The North American pricing model is broken. U.S. price signals have been impacted by politics, government subsidies and continued structural change. A made-in-Canada pricing solution that incorporates our export differences may be the only sustainable way forward if U.S. signals continue to distort the picture.
Producer-packer unity strengthens the entire industry
While much attention is paid to the relationship between the producer and packer, a third player, the retailer, should not be forgotten when it comes to understanding price disparity.
USDA data going back to 1970 shows how, despite predictable market fluctuations for producers and packers, on the retail side, value for pork has shot up nearly 500 per cent, which is not consistent with the price for pigs or wholesale pork. While the U.S. system is fundamentally different from how we should measure ourselves in Canada, it is the best existing benchmark we currently have.
Since 1970, pork retail margins have risen much faster than producer margins and even processor margins.
In 2019, most American farmers received less than $1 per pound for their pigs, while processors received nearly $1.50 per pound of wholesale pork. Meanwhile, retailers received close to $4 per pound for packaged pork sold in-store, and consumers have been paying upwards of $8 per pound, in some cases, to take that product home. The situation in Canada is very similar in that regard.
Nearly six per cent of product found in retail meat cases is wasted at the store level. This means, of the $4 retail price, approximately $0.24 is discarded. It may not seem like much, but if we could eradicate the waste and spread this benefit across the value chain, producers could receive almost $12 more per hundred kilograms of meat produced if just $0.04 of that $0.24 was passed back to producers, with the remaining savings benefitting other stakeholders.
What would drive such an incentive for change? One such impetus comes from producers and packers working together to lobby for consumer buy-in, as eliminating waste is known to be a consumer concern. Consumers should consider where their meat originates and whether their dollar is going to the right place – to pay hard-working Canadian farmers for the end-product that is possible only because of a longer-term commitment to raising pigs.

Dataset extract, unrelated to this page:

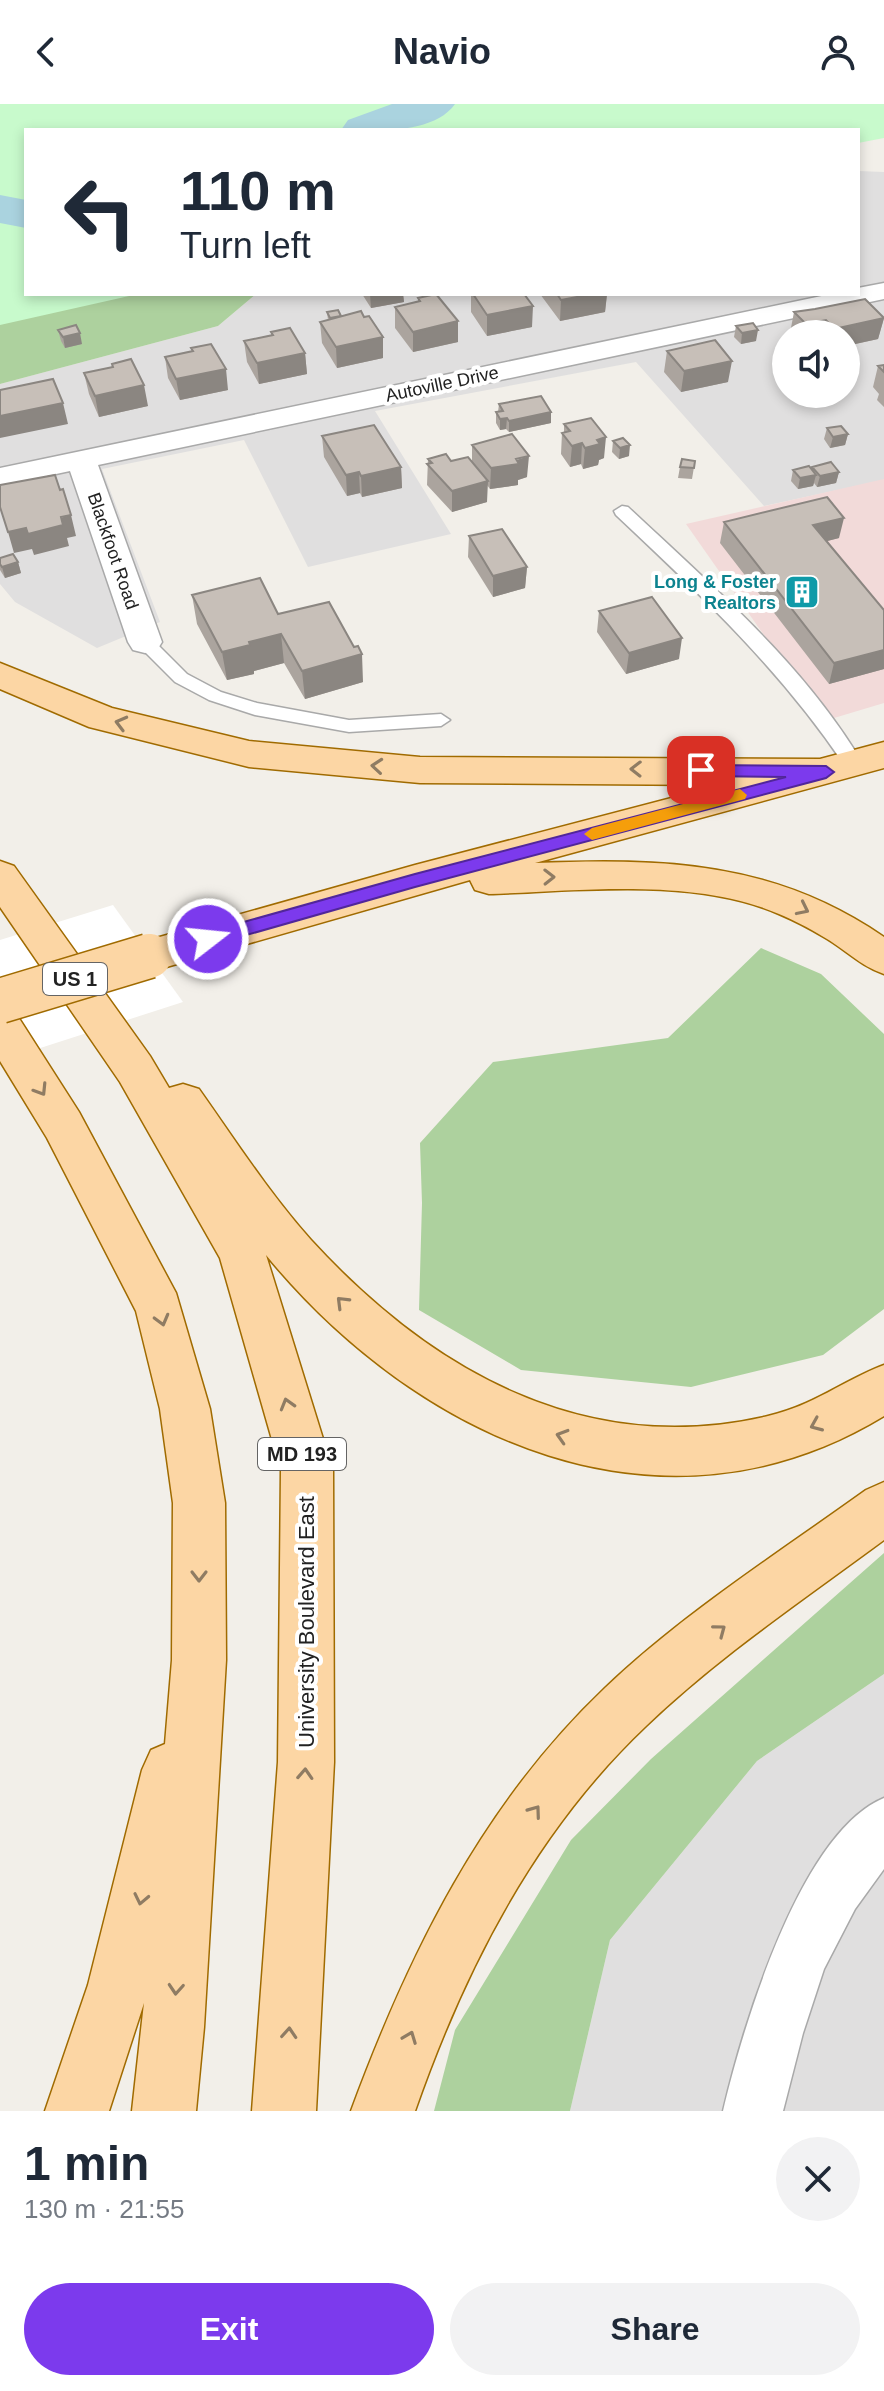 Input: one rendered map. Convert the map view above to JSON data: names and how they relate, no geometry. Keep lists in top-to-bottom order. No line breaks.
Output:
{"streets":{"main road":["US 1","MD 193","University Boulevard East"],"street":["Autoville Drive","Blackfoot Road"]},"crossings":[["Autoville Drive","Blackfoot Road"]],"places":{"building":["Long & Foster Realtors"]},"page":{"header":"Navio","turn":["110 m","Turn left"],"heading":["1 min","130 m · 21:55"],"buttons":["Exit","Share"]}}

Taking the next steps toward fair pricing
When it comes to generating positive change across the value chain, greater producer action and packer collaboration are needed.
Producers need to ask: What steps do I need to take to shift the power back to an equitable place for both producers and packers?

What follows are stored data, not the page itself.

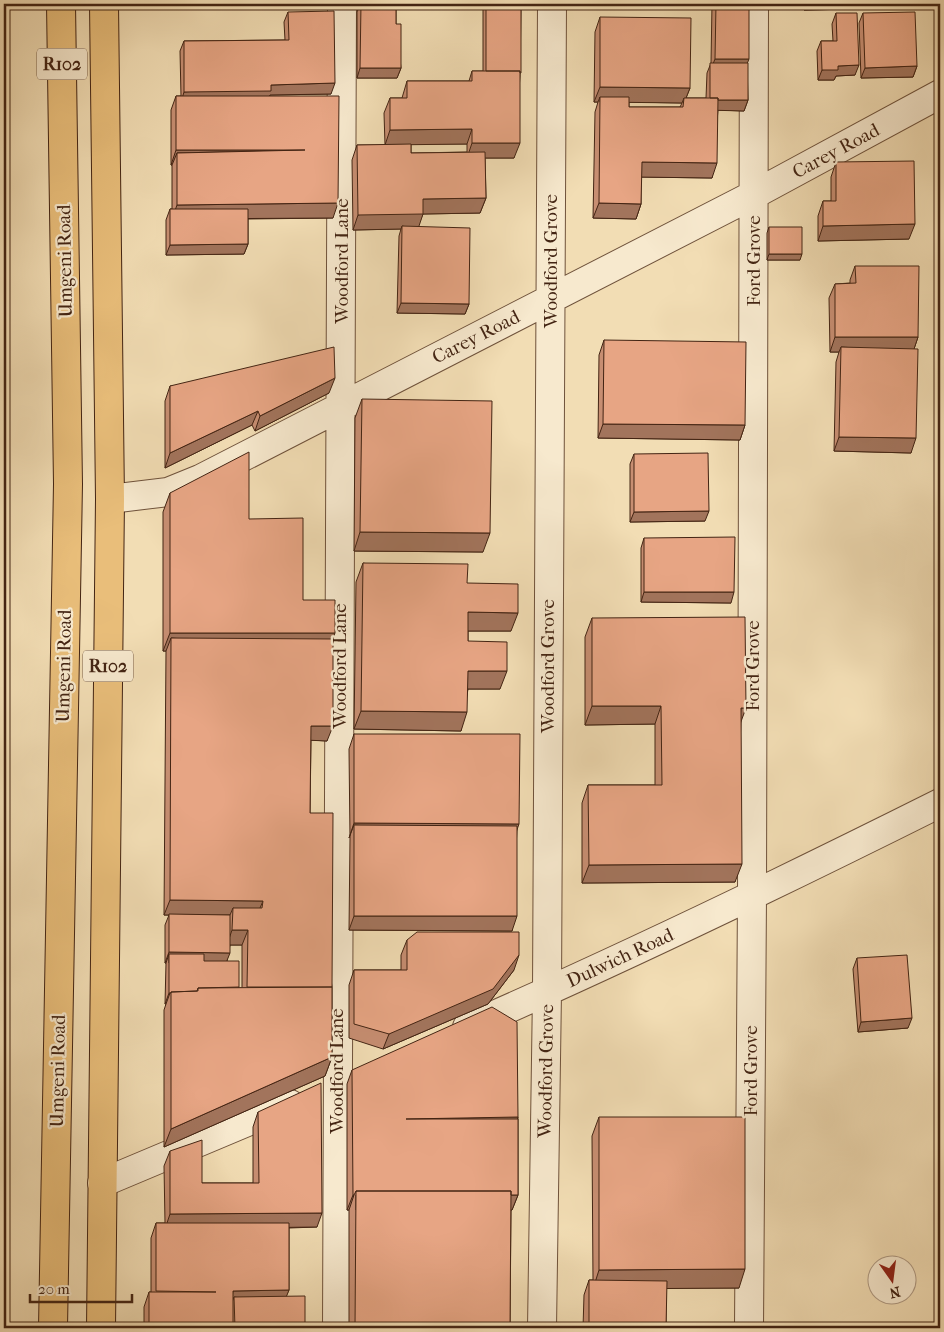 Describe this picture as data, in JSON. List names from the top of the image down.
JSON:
{
  "streets": {
    "main road": ["R102", "Umgeni Road"],
    "street": [
      "Carey Road",
      "Woodford Lane",
      "Woodford Grove",
      "Ford Grove",
      "Dulwich Road"
    ]
  },
  "crossings": [
    ["R102", "Carey Road"],
    ["Carey Road", "Woodford Lane"],
    ["Carey Road", "Woodford Grove"],
    ["Carey Road", "Ford Grove"],
    ["Woodford Grove", "Dulwich Road"],
    ["Ford Grove", "Dulwich Road"]
  ],
  "scale_bar": "20 m",
  "north": "bottom"
}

Shared value, or lack thereof, has been on the minds of many producers these days.
In the Summer 2020 edition of the Canadian Hog Journal, we introduced the work taking place behind the scenes between western Canadian provincial pork producer groups and processors: “Producer-packer tensions threaten viability.”

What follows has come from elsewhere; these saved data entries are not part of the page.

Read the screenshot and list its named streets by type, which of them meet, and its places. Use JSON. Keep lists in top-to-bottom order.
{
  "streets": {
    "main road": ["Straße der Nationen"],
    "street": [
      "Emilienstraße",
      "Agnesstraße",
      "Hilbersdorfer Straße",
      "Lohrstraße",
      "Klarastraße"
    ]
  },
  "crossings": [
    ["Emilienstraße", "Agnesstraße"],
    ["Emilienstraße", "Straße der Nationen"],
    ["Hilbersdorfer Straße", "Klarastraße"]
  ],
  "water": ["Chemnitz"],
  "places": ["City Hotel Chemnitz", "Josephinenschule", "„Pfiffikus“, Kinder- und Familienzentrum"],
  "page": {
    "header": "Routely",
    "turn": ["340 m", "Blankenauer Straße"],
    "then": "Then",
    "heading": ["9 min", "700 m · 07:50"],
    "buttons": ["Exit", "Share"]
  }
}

In mid-May, the pork producer organizations in B.C., Alberta, Saskatchewan and Manitoba issued a joint invitation to executives from Donald’s Fine Foods, Maple Leaf Foods and Olymel to have an open and frank discussion on the state of the industry, and to work for solutions that create shared value for producers and processors.
“We appreciate the opportunity to engage in these conversions, as well as the time committed to the discussions,” said Darcy Fitzgerald, Executive Director, Alberta Pork. “We look forward to seeing tangible outcomes, and we will keep producers updated as the process continues.”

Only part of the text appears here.